The Scavino family owns 30 hectares entirely in the Barolo area and vinifies grapes from their own vineyards located in the villages of Castiglione Falletto, Barolo, La Morra, Novello, Serralunga d’Alba, Verduno, Roddi and Monforte d’Alba.
The approach to both viticulture and winemaking is scrupulous, respectful and is aimed at preserving and therefore enhancing the expression and peculiarities of each vineyard in the wines.

Responsible for some of the most elegant and age-worthy wines in the world, Nebbiolo, named for the ubiquitous autumnal fog (called nebbia in Italian), is the star variety of northern Italy’s Piedmont region. Grown throughout the area, as well as in the neighboring Valle d’Aosta and Valtellina, it reaches its highest potential in the Piedmontese villages of Barolo, Barbaresco and Roero. Outside of Italy, growers are still very much in the experimentation stage but some success has been achieved in parts of California. Somm Secret—If you’re new to Nebbiolo, start with a charming, wallet-friendly, early-drinking Langhe Nebbiolo or Nebbiolo d'Alba.

The center of the production of the world’s most exclusive and age-worthy red wines made from Nebbiolo, the Barolo wine region includes five core townships: La Morra, Monforte d’Alba, Serralunga d’Alba, Castiglione Falletto and the Barolo village itself, as well as a few outlying villages. The landscape of Barolo, characterized by prominent and castle-topped hills, is full of history and romance centered on the Nebbiolo grape. Its wines, with the signature “tar and roses” aromas, have a deceptively light garnet color but full presence on the palate and plenty of tannins and acidity. In a well-made Barolo wine, one can expect to find complexity and good evolution with notes of, for example, strawberry, cherry, plum, leather, truffle, anise, fresh and dried herbs, tobacco and violets.

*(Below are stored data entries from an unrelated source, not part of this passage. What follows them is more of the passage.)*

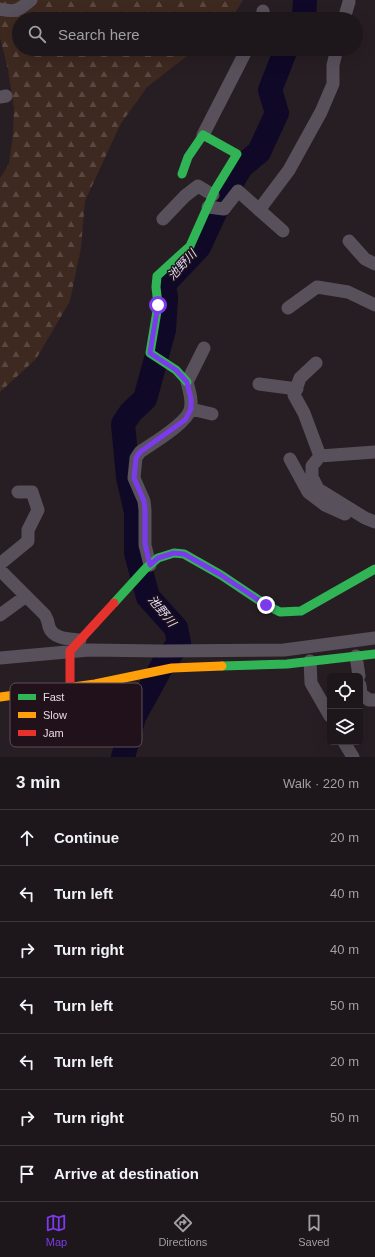 <!DOCTYPE html>
<html lang="en">
<head>
<meta charset="utf-8">
<style>
	body { margin:0; font-family:Helvetica,"Noto Sans JP",sans-serif; background:#251f23; color:#f1f3f6 }
	.controls { position:absolute; right:12px; bottom:12px; display:grid; overflow:hidden; border-radius:6px; box-shadow:0 4px 16px #0002 }
	.controls button { width:36px; height:36px; display:grid; place-items:center; padding:0; border:0; border-bottom:1px solid #3b3539; background:#1d161a; color:#f1f3f6; font:20px sans-serif }
	.stop { position:absolute; width:12px; height:12px; margin:-9px; border:3px solid #7c3aed; border-radius:50%; background:#fff }
	.stop.end { background:#7c3aed; border-color:#fff; box-shadow:0 1px 4px #0008 }
	.list { margin:0; padding:0; list-style:none }
	h2 { display:flex; justify-content:space-between; align-items:center; height:52px; margin:0; padding:0 16px; font-size:17px }
	h2 small { font-size:13px; font-weight:400; color:#a09fa2 }
	.list li { display:grid; grid-template-columns:26px 1fr auto; gap:12px; align-items:center; box-sizing:border-box; height:56px; padding:0 16px; border-top:1px solid #3b3539 }
	.list b { display:block; font-size:15px; white-space:nowrap }
	.list em { font-size:13px; font-style:normal; color:#a09fa2 }
	.icon { flex:none; width:22px; height:22px; fill:none; stroke:currentColor; stroke-width:2; stroke-linecap:round; stroke-linejoin:round }
	.map { position:relative; flex:none; width:375px; height:757px; overflow:hidden }
	.search { position:absolute; background:#1d161a; box-shadow:0 4px 16px #0002; left:12px; right:12px; top:12px; height:44px; display:flex; align-items:center; gap:10px; box-sizing:border-box; padding:0 14px; border-radius:22px; color:#a09fa2; font-size:15px }
	.sheet { height:444px; background:#1d161a }
	nav { display:flex; justify-content:space-around; align-items:center; box-sizing:border-box; height:56px; border-top:1px solid #3b3539; background:#1d161a; font-size:11px; color:#a09fa2 }
	nav a { display:grid; justify-items:center; gap:2px }
	nav .on { color:#7c3aed }
	.map>svg:first-child { display:block }
</style>
</head>
<body>
<div class="map">
<svg width="375" height="757" viewBox="0 0 375 757">
	<defs>
		<pattern id="forest-firs" width="22" height="20" patternUnits="userSpaceOnUse"><rect width="22" height="20" fill="#3e2920"/><path d="M5 1l3.5 6h-7zM16 11l3.5 6h-7z" fill="#5a4740"/></pattern>
	</defs>
	<rect width="100%" height="100%" fill="#271e23"/>
	<path fill="url(#forest-firs)" d="M0,0H243L233,16L230,19H19V49H196L147,87L120,125L85,201L81,247L70,301L36,359L0,392V178L9,164L13,135L14,109L8,69L0,38Z"/>
	<g fill="none" stroke-linecap="round" stroke-linejoin="round">
		<path stroke="#0f0827" stroke-width="24" d="M304,19L305,0
			M123,757L134,717L162,666L179,643L176,628L148,597L136,553V512L128,477L123,424L131,412L145,399L164,330L166,298L164,284L199,247L219,204L241,167L259,152L277,113L270,90L286,49"/>
		<path stroke="#58505a" stroke-width="13" d="M0,9C16,13 19,10 31,0
			M263,19V11
			M344,19L349,2
			M0,97L6,96
			M203,135L247,49
			M208,207L224,209L238,191L283,231
			M259,210L289,170L321,112L333,84V65L337,49
			M163,219L185,196L198,186L213,195
			M349,241L365,259L375,264
			M288,308L317,287L348,292L375,305
			M316,363L300,378L294,395L304,413L320,456
			M259,384L297,389
			M191,409L212,414
			M375,452L320,456L312,466V477L318,489L365,518L375,522
			M290,459L308,492L325,505L345,514V513
			M0,564L28,541V530L38,510L32,492H18
			M150,565L145,545V510L144,501L134,478L136,458L140,452C153,443 186,424 190,410C193,401 189,390 187,382L204,348
			M0,570L45,615C48,620 48,621 49,627C53,639 70,639 80,640
			M0,615L26,596
			M356,656L359,676
			M0,658L89,650L161,651L284,650L375,638
			M310,661L311,683L330,716
			M360,685L361,694L369,700H375
			M344,742L353,757"/>
		<path stroke="#30b455" stroke-width="9" d="M182,174L188,157L203,135L237,154L215,190L190,246L157,276L156,287L158,305L150,353L176,370L187,382
			M114,603L145,569L158,558L174,553L184,554L221,575L266,605L280,612L301,611L375,569
			M222,666L287,664L375,654"/>
		<path stroke="#ff9f0a" stroke-width="9" d="M0,697L95,684L172,668L222,666"/>
		<path stroke="#e5322d" stroke-width="9" d="M70,687V651L114,603"/>
	</g>
	<g fill="none" stroke-linecap="round" stroke-linejoin="round">
		<path stroke="#7c3aed" stroke-width="5" d="M158,305L150,353L176,370L187,382L191,399V409L185,420L140,452L136,458L134,478L144,501L145,510V544L150,565L158,558L174,553L184,554L221,575L266,605"/>
	</g>
	<g text-anchor="middle" stroke-width="3" stroke-linejoin="round" paint-order="stroke">
		<g font-size="12" font-style="italic" fill="#dfdefa" stroke="#21111a">
			<text transform="translate(182 265) rotate(-47)" y="4">池野川</text>
			<text transform="translate(162 611) rotate(51)" y="4">池野川</text>
		</g>
	</g>
	<rect x="10" y="683" width="132" height="64" rx="6" fill="#21111a" stroke="#5c4e56" stroke-width="1"/>
	<rect x="18" y="694" width="18" height="6" fill="#30b455"/>
	<rect x="18" y="712" width="18" height="6" fill="#ff9f0a"/>
	<rect x="18" y="730" width="18" height="6" fill="#e5322d"/>
	<g font-size="11" fill="#e7dbe1">
		<text x="43" y="701">Fast</text>
		<text x="43" y="719">Slow</text>
		<text x="43" y="737">Jam</text>
	</g>
</svg>
<div class="controls">
<button><svg class="icon" aria-label="locate" viewBox="0 0 24 24"><circle cx="12" cy="12" r="6"/><path d="M12 2v4M12 18v4M2 12h4M18 12h4"/></svg></button>
<button><svg class="icon" aria-label="layers" viewBox="0 0 24 24"><path d="M12 4l9 5-9 5-9-5zM3 14l9 5 9-5"/></svg></button>
</div>
<div class="stop" style="left:158px;top:305px"></div>
<div class="stop end" style="left:266px;top:605px"></div>
<div class="search"><svg class="icon" aria-label="search" viewBox="0 0 24 24"><circle cx="10" cy="10" r="6"/><path d="M15 15l6 6"/></svg>Search here</div>
</div>
<section class="sheet">
<h2>3 min<small>Walk · 220 m</small></h2>
<ul class="list">
<li><svg class="icon" aria-label="ahead" viewBox="0 0 24 24"><path d="M12 20V5M6 11l6-6 6 6"/></svg><div><b>Continue</b></div><em>20 m</em></li>
<li><svg class="icon" aria-label="left" viewBox="0 0 24 24"><path d="M17 20v-9H6M10 6l-5 5 5 5"/></svg><div><b>Turn left</b></div><em>40 m</em></li>
<li><svg class="icon" aria-label="right" viewBox="0 0 24 24"><path d="M7 20v-9h11M14 6l5 5-5 5"/></svg><div><b>Turn right</b></div><em>40 m</em></li>
<li><svg class="icon" aria-label="left" viewBox="0 0 24 24"><path d="M17 20v-9H6M10 6l-5 5 5 5"/></svg><div><b>Turn left</b></div><em>50 m</em></li>
<li><svg class="icon" aria-label="left" viewBox="0 0 24 24"><path d="M17 20v-9H6M10 6l-5 5 5 5"/></svg><div><b>Turn left</b></div><em>20 m</em></li>
<li><svg class="icon" aria-label="right" viewBox="0 0 24 24"><path d="M7 20v-9h11M14 6l5 5-5 5"/></svg><div><b>Turn right</b></div><em>50 m</em></li>
<li><svg class="icon" aria-label="arrive" viewBox="0 0 24 24"><path d="M6 21V4h12l-3 4 3 4H6"/></svg><div><b>Arrive at destination</b></div></li>
</ul>
</section>
<nav>
<a class="on"><svg class="icon" aria-label="map" viewBox="0 0 24 24"><path d="M3 6l6-2 6 2 6-2v14l-6 2-6-2-6 2zM9 4v14M15 6v14"/></svg>Map</a>
<a><svg class="icon" aria-label="directions" viewBox="0 0 24 24"><path d="M12 3l9 9-9 9-9-9zM9 14v-3h6M13 9l2 2-2 2"/></svg>Directions</a>
<a><svg class="icon" aria-label="saved" viewBox="0 0 24 24"><path d="M7 4h10v16l-5-4-5 4z"/></svg>Saved</a>
</nav>
</body>
</html>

There are two predominant soil types here, which distinguish Barolo from the lesser surrounding areas. Compact and fertile Tortonian sandy marls define the vineyards farthest west and at higher elevations. Typically the Barolo wines coming from this side, from La Morra and Barolo, can be approachable relatively early on in their evolution and represent the “feminine” side of Barolo, often closer in style to Barbaresco with elegant perfume and fresh fruit.
On the eastern side of the Barolo wine region, Helvetian soils of compressed sandstone and chalks are less fertile, producing wines with intense body, power and structured tannins. This more “masculine” style comes from Monforte d’Alba and Serralunga d’Alba. The township of Castiglione Falletto covers a spine with both soil types.
The best Barolo wines need 10-15 years before they are ready to drink, and can further age for several decades.